Transpondo tais fundamentos para as então províncias ultramarinas surgem dois trabalhos. O primeiro é o de Elisário Miranda - “Monumentalidade, internacionalismo e pluralidade: o Banco Nacional Ultramarino em Moçambique” (pp. 97-125) - onde é feito o levantamento dos empreendimentos efetuados por este banco no território moçambicano. O texto demonstra a preponderância de alguns arquitetos, muito influenciados pelo Movimento Moderno Internacional e pelo conceito de Gesamtkunstwerk (obra de arte total), provando o carácter plural em que a expressão material do pensamento arquitetónico se concebeu. Ainda sobre o espaço africano, mas com outro tema, Márcia C. F. Oliveira apresenta “Documentando politicamente a missão civilizadora imperial: o arquivo fotográfico da Companhia Diamang” (pp. 126-148). Através do tratamento arquivístico feito pela autora, é possível assinalar que esta companhia diamantífera documentou exaustivamente a sua atividade, nomeadamente no campo das infraestruturas. Como fundamentação para tal ocorrência, surge a noção da fotografia como veículo de autorrepresentação da Diamang e, tal como a atuação do Banco Nacional Ultramarino, como sustentáculo no esforço de modernização colonial empreendido, retórica muito útil em tempos de contestação interna e externa à presença portuguesa em África.

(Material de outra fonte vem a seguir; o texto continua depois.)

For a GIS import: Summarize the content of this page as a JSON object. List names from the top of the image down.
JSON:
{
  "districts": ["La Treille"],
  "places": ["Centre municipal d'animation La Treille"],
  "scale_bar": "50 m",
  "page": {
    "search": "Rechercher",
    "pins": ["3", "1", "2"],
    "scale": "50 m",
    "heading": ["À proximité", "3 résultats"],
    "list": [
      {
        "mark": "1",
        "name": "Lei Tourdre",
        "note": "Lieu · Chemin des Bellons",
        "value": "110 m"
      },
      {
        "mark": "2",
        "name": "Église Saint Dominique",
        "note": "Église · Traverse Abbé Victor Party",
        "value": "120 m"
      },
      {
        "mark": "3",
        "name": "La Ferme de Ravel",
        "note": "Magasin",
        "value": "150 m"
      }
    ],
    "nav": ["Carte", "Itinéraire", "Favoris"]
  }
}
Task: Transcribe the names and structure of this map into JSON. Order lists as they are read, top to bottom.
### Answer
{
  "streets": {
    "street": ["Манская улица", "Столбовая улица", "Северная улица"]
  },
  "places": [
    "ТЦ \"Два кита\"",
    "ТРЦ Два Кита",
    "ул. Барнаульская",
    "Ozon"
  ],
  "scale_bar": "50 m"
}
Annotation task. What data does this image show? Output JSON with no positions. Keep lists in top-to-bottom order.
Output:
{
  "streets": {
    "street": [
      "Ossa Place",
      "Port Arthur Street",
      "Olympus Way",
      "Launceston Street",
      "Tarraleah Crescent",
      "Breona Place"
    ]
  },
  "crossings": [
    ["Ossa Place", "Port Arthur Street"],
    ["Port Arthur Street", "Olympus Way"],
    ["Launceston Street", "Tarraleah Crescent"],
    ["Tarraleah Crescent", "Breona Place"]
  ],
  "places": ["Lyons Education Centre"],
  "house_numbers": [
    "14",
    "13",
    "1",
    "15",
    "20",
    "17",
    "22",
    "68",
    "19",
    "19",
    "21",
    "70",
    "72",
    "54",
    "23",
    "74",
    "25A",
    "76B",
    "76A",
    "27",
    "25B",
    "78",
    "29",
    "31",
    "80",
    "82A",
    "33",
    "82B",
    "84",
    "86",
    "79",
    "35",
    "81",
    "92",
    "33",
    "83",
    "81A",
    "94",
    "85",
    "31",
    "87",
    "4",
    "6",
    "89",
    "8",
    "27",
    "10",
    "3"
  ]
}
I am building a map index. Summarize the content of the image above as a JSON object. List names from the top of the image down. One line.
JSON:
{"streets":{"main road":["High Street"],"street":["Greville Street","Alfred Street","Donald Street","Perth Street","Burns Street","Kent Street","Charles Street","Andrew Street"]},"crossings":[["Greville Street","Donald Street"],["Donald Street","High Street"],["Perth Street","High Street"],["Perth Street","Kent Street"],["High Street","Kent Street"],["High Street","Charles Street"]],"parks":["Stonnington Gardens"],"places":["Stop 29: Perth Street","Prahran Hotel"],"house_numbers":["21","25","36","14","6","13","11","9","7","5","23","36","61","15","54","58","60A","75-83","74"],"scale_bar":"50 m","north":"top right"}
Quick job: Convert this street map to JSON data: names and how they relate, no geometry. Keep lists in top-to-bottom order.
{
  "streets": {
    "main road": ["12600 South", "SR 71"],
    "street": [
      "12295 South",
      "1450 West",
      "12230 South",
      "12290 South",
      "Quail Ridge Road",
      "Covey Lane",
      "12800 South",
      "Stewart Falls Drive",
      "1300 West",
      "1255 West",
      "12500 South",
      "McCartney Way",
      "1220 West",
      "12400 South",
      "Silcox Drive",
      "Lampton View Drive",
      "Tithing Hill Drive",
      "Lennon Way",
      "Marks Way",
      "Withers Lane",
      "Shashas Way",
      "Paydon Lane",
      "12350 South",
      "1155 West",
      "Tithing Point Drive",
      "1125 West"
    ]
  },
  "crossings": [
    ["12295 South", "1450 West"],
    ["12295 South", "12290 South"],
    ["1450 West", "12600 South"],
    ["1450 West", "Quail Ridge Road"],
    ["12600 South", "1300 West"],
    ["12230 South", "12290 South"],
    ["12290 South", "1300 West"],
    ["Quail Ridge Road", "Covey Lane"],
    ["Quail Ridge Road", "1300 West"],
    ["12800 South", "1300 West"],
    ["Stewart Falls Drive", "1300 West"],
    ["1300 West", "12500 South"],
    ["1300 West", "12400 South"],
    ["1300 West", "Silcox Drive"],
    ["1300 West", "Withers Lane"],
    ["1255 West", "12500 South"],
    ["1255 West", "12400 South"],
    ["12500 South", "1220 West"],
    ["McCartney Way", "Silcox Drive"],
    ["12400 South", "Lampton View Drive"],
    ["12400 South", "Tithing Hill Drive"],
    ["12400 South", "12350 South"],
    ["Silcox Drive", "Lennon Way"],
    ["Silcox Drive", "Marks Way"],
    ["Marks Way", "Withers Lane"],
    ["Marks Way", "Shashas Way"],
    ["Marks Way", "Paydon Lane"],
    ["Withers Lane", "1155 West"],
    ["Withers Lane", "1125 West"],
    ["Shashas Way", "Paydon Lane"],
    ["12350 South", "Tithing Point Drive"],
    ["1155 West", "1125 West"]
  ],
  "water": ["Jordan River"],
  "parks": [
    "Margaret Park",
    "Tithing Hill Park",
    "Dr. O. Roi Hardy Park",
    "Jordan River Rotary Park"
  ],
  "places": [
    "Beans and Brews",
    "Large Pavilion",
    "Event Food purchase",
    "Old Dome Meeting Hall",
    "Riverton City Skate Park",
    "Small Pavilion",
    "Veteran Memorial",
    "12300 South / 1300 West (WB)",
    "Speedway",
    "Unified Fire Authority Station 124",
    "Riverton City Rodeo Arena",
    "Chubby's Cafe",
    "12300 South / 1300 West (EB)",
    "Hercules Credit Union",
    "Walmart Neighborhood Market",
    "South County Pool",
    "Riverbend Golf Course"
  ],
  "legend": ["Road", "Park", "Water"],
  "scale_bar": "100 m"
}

Da autoria de Natália Pereira, o capítulo “Corporativização do espaço rural: a esfera de ação dos grémios da lavoura no edificado corporativo” (pp. 164-178) analisa este tipo de organismos como plataforma comunicacional entre o poder central e os poderes locais, usando a sede do grémio pluriconcelhio de Abrantes, inaugurada em 1961, como exemplo da interlocução entre a ideia de poder e a sua realização prática. Refira-se que teria sido interessante a inclusão de um artigo que fizesse a análise do edificado legado por outros organismos corporativos - como por exemplo, os organismos de coordenação económica que pontilharam o país com diversos edifícios, desde os armazéns da Junta Nacional das Frutas aos silos da Federação Nacional dos Produtores de Trigo. Impactos na paisagem, perceção das comunidades locais e influência na estruturação do espaço envolvente poderão ser algumas pistas de investigação futura sobre esta questão, sem olvidar a estética que lhes está associada.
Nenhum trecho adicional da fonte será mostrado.